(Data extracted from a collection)
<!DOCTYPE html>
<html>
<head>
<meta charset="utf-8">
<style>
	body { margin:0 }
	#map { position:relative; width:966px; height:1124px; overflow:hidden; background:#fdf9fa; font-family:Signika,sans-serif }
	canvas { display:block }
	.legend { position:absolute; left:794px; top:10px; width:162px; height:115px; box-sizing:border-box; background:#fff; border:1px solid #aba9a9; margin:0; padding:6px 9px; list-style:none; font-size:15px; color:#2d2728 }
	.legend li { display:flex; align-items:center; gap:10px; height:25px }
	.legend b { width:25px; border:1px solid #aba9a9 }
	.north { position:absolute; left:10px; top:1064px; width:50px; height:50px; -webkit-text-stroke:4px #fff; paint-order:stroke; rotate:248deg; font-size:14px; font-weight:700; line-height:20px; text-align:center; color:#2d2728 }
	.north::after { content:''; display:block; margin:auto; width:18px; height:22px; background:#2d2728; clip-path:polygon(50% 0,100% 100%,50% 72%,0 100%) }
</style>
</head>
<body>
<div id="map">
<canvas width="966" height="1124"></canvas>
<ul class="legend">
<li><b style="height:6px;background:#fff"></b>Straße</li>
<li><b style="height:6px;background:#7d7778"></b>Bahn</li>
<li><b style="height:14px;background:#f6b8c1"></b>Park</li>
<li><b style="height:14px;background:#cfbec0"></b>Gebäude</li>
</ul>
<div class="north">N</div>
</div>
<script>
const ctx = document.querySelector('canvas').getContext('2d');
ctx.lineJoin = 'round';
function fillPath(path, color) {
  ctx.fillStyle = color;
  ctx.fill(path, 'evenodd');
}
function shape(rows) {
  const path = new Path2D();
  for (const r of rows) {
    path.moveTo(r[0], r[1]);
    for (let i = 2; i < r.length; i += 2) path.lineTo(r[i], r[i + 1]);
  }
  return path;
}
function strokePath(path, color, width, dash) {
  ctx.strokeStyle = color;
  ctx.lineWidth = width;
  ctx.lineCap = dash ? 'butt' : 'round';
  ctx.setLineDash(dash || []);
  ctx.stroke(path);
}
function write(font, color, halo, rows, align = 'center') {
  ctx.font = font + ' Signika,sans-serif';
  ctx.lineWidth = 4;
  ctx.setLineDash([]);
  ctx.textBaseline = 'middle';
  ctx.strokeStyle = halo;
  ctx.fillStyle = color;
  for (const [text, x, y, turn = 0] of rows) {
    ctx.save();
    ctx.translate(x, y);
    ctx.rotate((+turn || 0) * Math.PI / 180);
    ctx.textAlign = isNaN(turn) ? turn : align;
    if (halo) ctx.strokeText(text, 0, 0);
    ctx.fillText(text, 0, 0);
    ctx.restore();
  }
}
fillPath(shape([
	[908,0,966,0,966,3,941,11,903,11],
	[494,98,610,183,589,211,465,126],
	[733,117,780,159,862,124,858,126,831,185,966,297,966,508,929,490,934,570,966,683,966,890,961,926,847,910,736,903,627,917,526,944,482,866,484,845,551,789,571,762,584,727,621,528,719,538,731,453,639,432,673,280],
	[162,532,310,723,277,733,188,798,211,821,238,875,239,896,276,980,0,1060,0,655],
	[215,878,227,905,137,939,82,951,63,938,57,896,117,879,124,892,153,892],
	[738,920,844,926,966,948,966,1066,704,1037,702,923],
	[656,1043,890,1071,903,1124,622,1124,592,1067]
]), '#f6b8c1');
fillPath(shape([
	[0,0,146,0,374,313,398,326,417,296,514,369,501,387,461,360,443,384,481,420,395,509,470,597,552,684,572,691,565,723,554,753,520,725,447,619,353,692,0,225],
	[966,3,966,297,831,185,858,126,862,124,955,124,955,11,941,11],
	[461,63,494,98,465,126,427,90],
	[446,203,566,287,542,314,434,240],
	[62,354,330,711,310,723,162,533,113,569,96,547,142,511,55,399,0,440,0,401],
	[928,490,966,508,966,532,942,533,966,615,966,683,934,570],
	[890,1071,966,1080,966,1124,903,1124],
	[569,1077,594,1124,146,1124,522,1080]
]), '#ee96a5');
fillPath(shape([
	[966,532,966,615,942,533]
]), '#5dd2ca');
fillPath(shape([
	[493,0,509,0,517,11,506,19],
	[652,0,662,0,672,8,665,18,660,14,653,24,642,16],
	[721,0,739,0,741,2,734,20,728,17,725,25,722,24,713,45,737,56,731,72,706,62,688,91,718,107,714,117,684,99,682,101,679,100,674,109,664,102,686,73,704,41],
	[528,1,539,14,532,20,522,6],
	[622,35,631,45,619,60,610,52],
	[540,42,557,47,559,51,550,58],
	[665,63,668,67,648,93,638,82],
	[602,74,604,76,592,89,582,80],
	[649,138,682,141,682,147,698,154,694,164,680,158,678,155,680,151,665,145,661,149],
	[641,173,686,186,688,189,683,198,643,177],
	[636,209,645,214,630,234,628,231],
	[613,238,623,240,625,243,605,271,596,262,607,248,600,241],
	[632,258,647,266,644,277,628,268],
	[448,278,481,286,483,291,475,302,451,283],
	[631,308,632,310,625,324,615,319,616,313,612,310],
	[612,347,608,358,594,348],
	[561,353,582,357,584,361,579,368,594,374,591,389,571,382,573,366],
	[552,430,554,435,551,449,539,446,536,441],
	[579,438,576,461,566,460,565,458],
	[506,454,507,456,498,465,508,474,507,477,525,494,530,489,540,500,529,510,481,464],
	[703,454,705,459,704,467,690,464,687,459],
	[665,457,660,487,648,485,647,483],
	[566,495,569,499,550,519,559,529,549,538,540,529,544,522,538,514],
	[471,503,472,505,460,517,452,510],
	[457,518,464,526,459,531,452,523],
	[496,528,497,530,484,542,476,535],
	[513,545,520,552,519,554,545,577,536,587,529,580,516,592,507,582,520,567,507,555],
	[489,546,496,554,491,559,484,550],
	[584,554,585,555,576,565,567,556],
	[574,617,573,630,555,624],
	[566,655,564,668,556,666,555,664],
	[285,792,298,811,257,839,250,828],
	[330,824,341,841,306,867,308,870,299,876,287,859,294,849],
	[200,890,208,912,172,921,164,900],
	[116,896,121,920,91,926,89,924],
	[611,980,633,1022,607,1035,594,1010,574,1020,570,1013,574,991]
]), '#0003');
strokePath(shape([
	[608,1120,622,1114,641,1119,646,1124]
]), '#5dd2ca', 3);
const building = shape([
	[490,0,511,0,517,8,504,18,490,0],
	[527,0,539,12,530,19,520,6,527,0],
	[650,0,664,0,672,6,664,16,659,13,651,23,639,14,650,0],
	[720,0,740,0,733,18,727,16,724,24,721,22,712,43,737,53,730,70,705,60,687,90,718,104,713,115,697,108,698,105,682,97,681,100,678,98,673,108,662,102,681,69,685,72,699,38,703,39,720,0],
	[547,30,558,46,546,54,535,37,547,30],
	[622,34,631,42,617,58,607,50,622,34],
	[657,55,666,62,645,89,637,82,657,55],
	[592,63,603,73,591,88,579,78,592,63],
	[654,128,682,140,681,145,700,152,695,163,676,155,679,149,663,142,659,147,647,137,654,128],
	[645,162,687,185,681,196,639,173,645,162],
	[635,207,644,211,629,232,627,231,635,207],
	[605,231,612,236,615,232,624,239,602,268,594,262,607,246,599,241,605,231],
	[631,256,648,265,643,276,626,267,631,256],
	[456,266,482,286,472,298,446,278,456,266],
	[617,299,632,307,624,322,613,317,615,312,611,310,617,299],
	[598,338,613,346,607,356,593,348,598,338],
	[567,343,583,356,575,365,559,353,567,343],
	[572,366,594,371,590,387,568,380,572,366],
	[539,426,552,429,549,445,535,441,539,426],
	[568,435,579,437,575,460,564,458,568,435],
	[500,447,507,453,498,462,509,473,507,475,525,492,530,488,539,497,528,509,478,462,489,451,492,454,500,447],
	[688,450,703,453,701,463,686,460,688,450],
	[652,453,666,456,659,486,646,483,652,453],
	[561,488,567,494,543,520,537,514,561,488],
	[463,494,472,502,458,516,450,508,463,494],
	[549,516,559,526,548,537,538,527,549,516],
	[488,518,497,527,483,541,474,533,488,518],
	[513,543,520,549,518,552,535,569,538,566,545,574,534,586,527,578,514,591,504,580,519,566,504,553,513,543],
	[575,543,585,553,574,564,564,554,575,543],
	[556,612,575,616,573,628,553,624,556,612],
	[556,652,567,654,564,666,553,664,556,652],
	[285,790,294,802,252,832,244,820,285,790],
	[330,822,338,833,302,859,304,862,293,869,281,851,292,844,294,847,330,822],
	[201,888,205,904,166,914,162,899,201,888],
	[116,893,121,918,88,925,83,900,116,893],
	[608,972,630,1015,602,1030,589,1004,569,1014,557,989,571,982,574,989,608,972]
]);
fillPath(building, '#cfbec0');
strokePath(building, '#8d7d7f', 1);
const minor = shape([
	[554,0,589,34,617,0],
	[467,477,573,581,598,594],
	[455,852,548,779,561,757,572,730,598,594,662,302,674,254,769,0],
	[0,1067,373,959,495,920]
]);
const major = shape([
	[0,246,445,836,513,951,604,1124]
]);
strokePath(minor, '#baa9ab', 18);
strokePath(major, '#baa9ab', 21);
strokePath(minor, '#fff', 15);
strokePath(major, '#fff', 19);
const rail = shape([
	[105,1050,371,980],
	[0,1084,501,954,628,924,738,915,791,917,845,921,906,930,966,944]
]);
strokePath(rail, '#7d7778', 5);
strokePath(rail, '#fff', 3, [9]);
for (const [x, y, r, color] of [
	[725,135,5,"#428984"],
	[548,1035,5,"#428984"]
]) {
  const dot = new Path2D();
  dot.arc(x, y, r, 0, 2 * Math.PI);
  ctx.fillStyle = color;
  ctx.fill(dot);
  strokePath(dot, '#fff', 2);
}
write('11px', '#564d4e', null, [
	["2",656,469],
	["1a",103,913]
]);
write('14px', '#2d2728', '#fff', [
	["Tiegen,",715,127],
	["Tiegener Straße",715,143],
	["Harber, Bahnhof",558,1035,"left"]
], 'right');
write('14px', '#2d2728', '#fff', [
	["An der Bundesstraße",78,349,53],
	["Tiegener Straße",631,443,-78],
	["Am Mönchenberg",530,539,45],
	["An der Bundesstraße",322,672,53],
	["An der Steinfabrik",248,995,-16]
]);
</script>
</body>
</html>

=== Exercise requirements ===
The lines to show are those in the data above that include "rows".

=== Task solution ===
function shape(rows) {
  for (const r of rows) {
function write(font, color, halo, rows, align = 'center') {
  for (const [text, x, y, turn = 0] of rows) {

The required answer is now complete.